Threatening Chris Brown Is Not Helpful

Alyssa Rosenberg on C.M. Punk's challenge to Chris Brown:


One sure way not to move the conversation in anything like a productive direction, though, is to challenge Chris Brown to a fight. Which is what C.M. Punk, a professional wrestler, decided it would be a productive thing to do. There's really no circumstance in which a white man talking about curb stomping a black man is an elevating threat. And whatever Chris Brown needs, it's emphatically not a beating. Punk could take a note from retired pro wrestler Mick Foley, who's become an amazing advocate for victims of sexual assault. This isn't about completing a cycle of retribution. And it's not about teaching people about who it is or isn't honorable to fight.

I think, at this point, it's a good idea to revisit this 2007 profile of Chris Brown. Here is Brown discussing a promise he made to his mother as an 11-year old boy:

He vowed that he would go to jail by age 15 for killing his abusive stepfather. "I just want you to know that I love you," he told her in GIANT. "But I'm gonna take a baseball bat one day while you at work, and I'm gonna kill him." Brown's parents had separated when he was seven. When his mother remarried, she moved her son and his new stepfather to a trailer park. Then his stepfather shot himself in the head. The shot went straight through the eyes. He survived the suicide attempt but was permanently blinded. 
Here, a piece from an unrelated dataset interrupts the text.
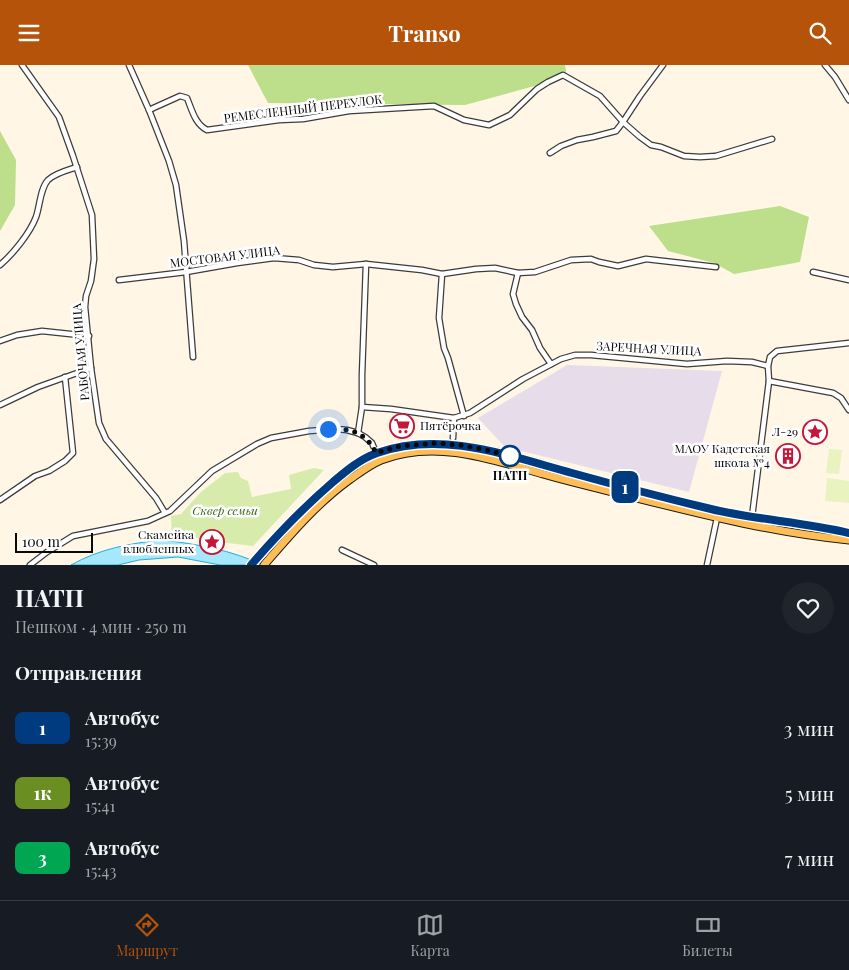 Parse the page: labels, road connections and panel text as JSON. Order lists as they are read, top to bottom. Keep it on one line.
{"streets":{"street":["РЕМЕСЛЕННЫЙ ПЕРЕУЛОК","МОСТОВАЯ УЛИЦА","ЗАРЕЧНАЯ УЛИЦА","РАБОЧАЯ УЛИЦА"]},"parks":["Сквер семьи"],"places":{"supermarket":["Пятёрочка"],"place":["Л-29","Скамейка влюбленных"],"other":["ПАТП"],"building":["МАОУ Кадетская школа №4"]},"lines":["bus line 1"],"scale_bar":"100 m","page":{"header":"Transo","on_map":"1","scale":"100 m","heading":[["ПАТП","Пешком · 4 мин · 250 m"],"Отправления"],"list":[{"mark":"1","name":"Автобус","note":"15:39","value":"3 мин"},{"mark":"1к","name":"Автобус","note":"15:41","value":"5 мин"},{"mark":"3","name":"Автобус","note":"15:43","value":"7 мин"}],"tabs":["Маршрут","Карта","Билеты"]}}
 "When you're blind, your senses are heightened, like your smell, hearing, your sense of touch," Brown explains to GIANT. "You can move and maneuver around your sight. But he used to hit my mom.... He made me terrified all the time, terrified like I had to pee on myself. I remember one night he made her nose bleed. I was crying and thinking, 'I'm just gonna go crazy on him one day...' I hate him to this day."

This information isn't offered to make anyone more lenient on Chris Brown, or to excuse his actions. It's offered to point out that Brown's capacity for abusive violence didn't materialize out of thin air. And when threatening him with more abuse, it's worth thinking about how this all began. When you threaten Chris Brown you aren't fighting abusive violence. You are speaking his language.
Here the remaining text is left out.